Across the entries, how many lines have the string "labels" in them? Reply with only a number.

(Collected data entries)
————————
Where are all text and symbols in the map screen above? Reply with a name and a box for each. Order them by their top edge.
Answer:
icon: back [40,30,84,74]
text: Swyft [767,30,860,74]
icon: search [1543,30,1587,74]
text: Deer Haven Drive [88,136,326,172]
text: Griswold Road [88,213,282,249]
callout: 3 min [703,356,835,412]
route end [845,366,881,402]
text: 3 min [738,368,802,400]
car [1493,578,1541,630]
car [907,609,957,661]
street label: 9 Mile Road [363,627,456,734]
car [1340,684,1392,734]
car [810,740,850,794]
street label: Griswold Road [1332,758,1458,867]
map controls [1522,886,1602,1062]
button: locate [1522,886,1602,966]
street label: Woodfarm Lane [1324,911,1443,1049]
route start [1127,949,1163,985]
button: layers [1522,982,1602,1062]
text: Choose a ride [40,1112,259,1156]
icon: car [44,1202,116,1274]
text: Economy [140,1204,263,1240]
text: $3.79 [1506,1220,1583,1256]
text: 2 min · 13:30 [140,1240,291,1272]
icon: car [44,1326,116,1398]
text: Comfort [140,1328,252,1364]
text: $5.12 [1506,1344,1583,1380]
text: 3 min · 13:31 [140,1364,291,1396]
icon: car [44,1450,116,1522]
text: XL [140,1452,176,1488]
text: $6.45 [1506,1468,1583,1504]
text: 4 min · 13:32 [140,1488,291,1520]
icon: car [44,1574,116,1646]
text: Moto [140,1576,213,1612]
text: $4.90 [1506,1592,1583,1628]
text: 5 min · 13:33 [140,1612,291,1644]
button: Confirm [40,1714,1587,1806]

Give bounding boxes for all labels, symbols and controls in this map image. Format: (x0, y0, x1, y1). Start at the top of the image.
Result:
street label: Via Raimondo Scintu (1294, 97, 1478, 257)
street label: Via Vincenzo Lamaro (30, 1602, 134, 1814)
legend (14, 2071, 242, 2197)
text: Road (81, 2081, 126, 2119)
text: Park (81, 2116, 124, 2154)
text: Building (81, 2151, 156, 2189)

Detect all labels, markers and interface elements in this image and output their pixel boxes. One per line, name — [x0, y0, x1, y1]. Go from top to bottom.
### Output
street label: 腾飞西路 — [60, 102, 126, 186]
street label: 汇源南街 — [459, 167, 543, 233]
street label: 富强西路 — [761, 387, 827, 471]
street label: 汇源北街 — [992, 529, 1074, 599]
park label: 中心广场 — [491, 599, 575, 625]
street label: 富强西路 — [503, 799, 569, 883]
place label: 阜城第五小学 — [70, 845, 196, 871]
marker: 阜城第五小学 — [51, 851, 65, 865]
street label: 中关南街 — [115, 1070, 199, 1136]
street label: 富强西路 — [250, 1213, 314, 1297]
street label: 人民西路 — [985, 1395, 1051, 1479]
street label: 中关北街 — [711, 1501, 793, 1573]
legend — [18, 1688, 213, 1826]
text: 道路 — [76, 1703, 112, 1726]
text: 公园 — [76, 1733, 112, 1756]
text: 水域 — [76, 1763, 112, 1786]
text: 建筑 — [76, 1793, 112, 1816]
————————
Solution =>
2